This post will cover how to navigate the call stack in a trace captured using windows performance toolkit (WPT), firstly let me mention something prevalent across just about all event based profiling tools . . .
As far as I am aware all low level event based profilers use sampling, the reason being that they would bring the system being profiled to its knees if every single event was captured. The default sample rate for Windows Performance Toolkit is 1Khz, this can be raised upto a maximum of 8Khz using -SetProfInt 1221. The other thing to watch out for are events being dropped because it cannot flush them to disk fast enough, events are captured in buffers, there are 64 by default each of which is 64K in size.The number of buffers can be increased to 1024 and the buffer size increased to 1024.
When using WPT to profile the execution of different workloads for comparison purposes it is important that
a) xperf is started before the workload executes and stopped it when it finishes
c) sampling rate is the same for both profiling sessions and no events are dropped if possible.
If you follow these two simple guidelines, the fact that events ae captured via a process of sampling should not matter.
Windows performance toolkit provides a feature called “Comparative analysis”, this allows you to compare two event tracing for windows (ETW) files, there is one major limitation of this feature. From what I can tell, both the stack traces in terms of the code paths captured need to be identical for this to work, the idea behind using this feaure is to capture the difference in sampled CPU time between the two ETW traces.
Where To Start ?
This all depends on what you are looking for, If you simply want to get some insight into what the database engine is doing you can dive straight into walking the stack. However, if you want to gain insights into where your CPU cycles are going I would recommend you look at the ‘Computation’ data in tabular form, specifically at the modules that have consumed the most CPU time:
It should come as no surprise that most of the CPU time has been expended in sqlmin.dll, this dll encapsulates the storage engine and the database engine run time, lets drill down into this by including functions in the table:
The windows performance analyzer excerpts I’m using relate to a recent blog post in which I compared what the batch engine was doing for the same query using the exact same data with SQL Server 2014 SP1 versus SQL Server 2016 CTP2:
SELECT SUM(BigColumn1) ,SUM(BigColumn2) ,SUM(BigColumn3) FROM [dbo].[BigDataColumnStore] b [dbo].[DimDate] d ON b.OrderDateKey = d.DateKey GROUP BY CalendarQuarter
This is what the most CPU intensive functions look like for SQL Server 2014 SP1:
Let me highlight two areas of interest in the functions listed in descending sampled CPU order from the SQL 2016 CTP 2 ETW trace that do not appear in its 2014 SP1 counter part:
To grasp some insight into what these function do we need to include the stack in the table and search for these functions:
Navigating Your Way Around The Call Stack
99.9% of the readers of my blog will not be familiar with the internals of the database engine at function call level or have access to the development team like a MVP does.

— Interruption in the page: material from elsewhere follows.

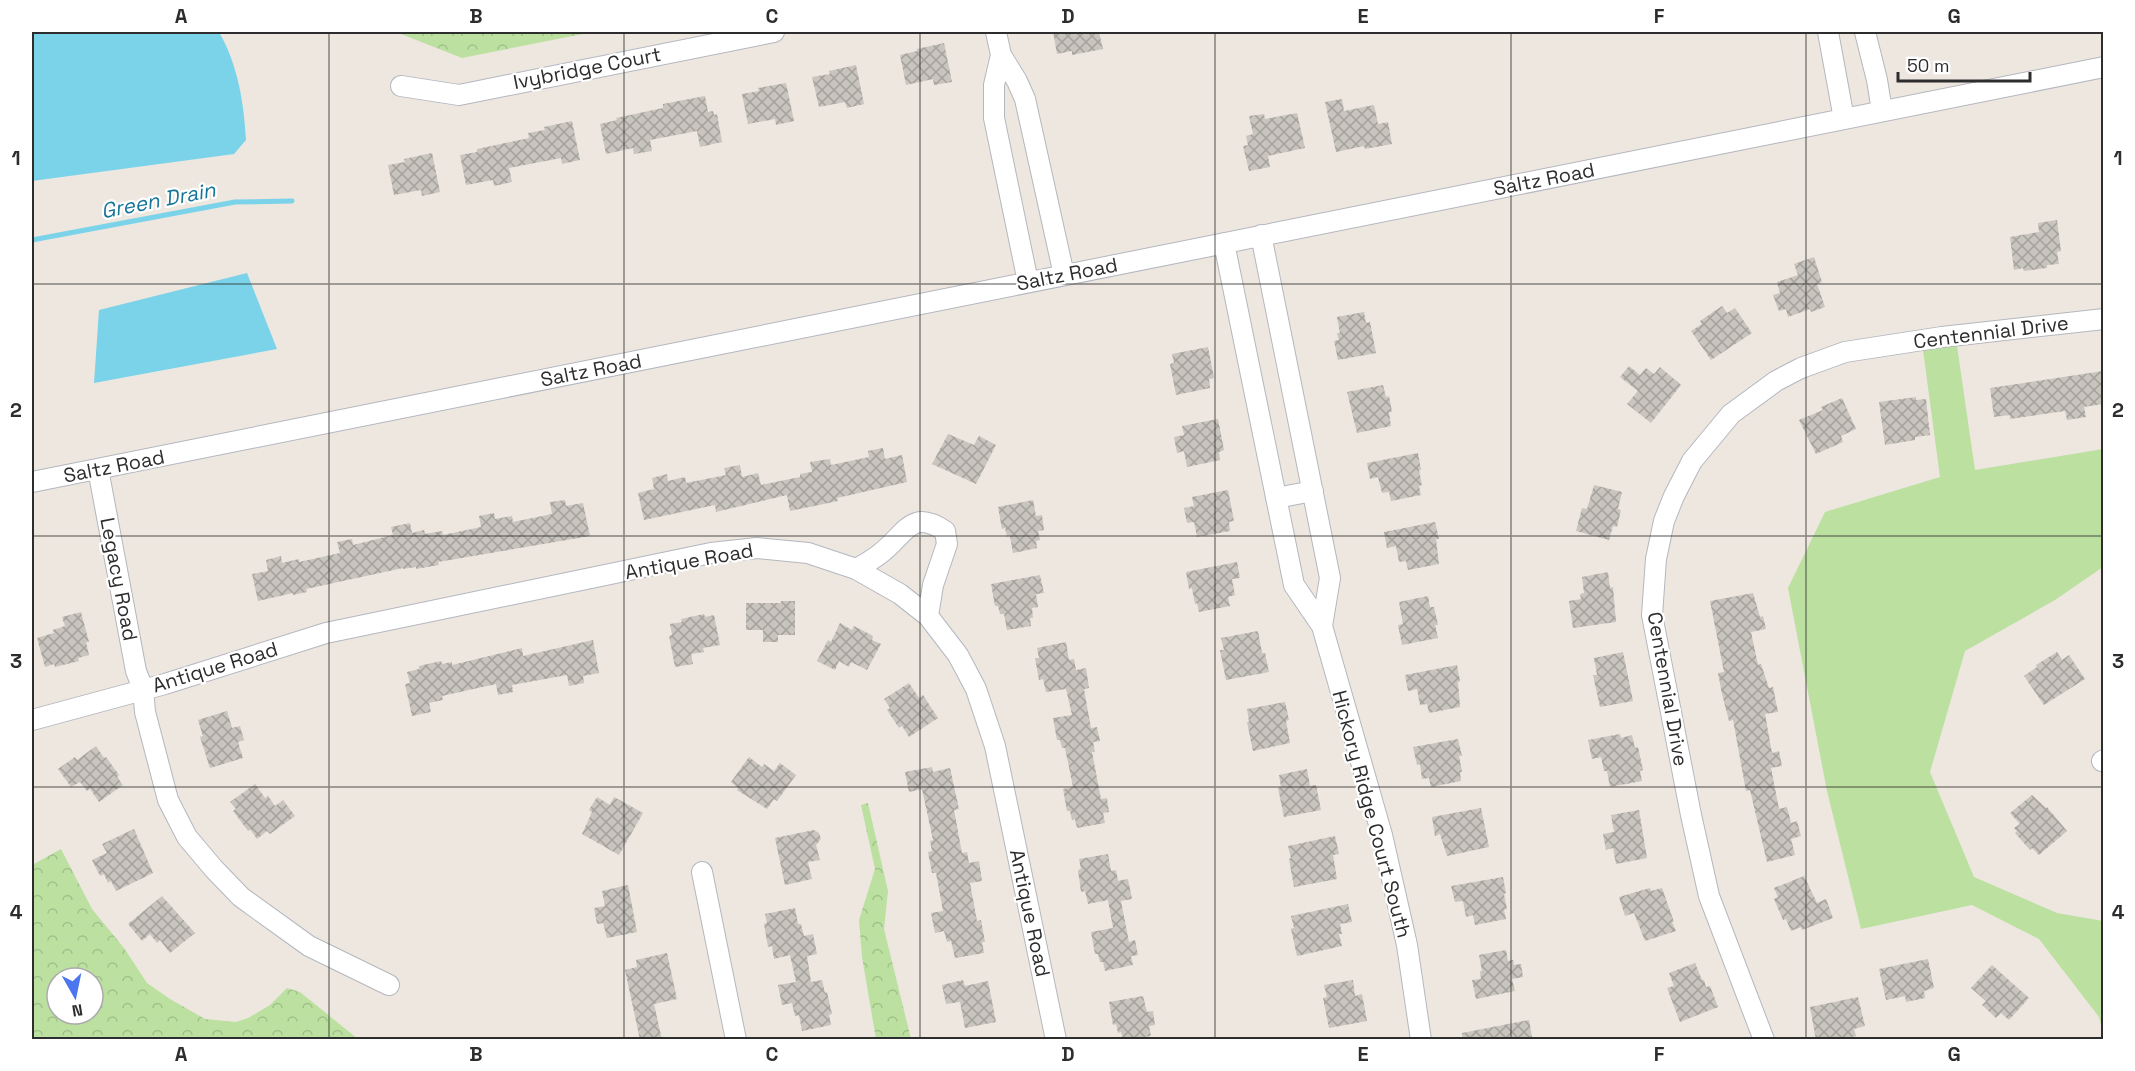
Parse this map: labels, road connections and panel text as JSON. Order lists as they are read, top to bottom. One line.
{"streets":{"street":["Ivybridge Court","Saltz Road","Centennial Drive","Antique Road","Legacy Road","Hickory Ridge Court South"]},"crossings":[["Saltz Road","Legacy Road"],["Saltz Road","Hickory Ridge Court South"],["Antique Road","Legacy Road"]],"water":["Green Drain"],"scale_bar":"50 m","north":"bottom","grid":{"columns":["A","B","C","D","E","F","G"],"rows":["1","2","3","4"]}}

However there is a very easy way to navigate the call stack for the execution of a statement, that is to look for iterator entry points, these act almost like landmarks.
Lets take the execution plan for the statement executed with SQL Server 2016 CTP 2 and identify the function calls which represent the iterator entry points in the call stack.
This is the call stack when viewed through windows performance analyzer, I’ve highled in blue the function calls which relate to everything in the plan except the clustered index scan on the dimension table: Lets put the execution plan and the weights (sampled CPU time) together:
this is the plan for the same query running under SQL Server 2014 SP1 with sampled CPU time added:
The sampled CPU time (weight) is cummulative as we walk up the call stack. In the example immediately above the figure of 102,629.26 for the hash aggregate that follows the column store scan is obtained by subtracting the weight on the line containing sqlmin!CBpQScanColumnStores::BpGetNextBatch from that on the line with the function call sqlmin!CBpQScanHashAggNew::BpGetNextBatch.
Takeaway #1 We can quanitfy the (sampled) CPU time of every interator in an execution plan
What happens to the sampled CPU time when the column store object pool is warm, note that the column store we are scanning is 28GB in size and the server has 32GB of memory:
These weights (sampled CPU times) were taken using SQL Server 2016 CTP 2.
Takeaway #2 With a warm column store object pool the hash aggregate that immediately follows the column store scan is the most CPU intensive iterator in the execution plan. Its my belief that for any vendor producing a column store engine, the hash join mechanism bubbles to the top of the list of performance bottlenecks once scanning a column store as efficiently as possible is achieved.
Takeaway #3 One of the blind spots of the opitimizer has always been the fact that it assumes the buffer cache is cold, this situation does not appear to have changed with the column store object pool.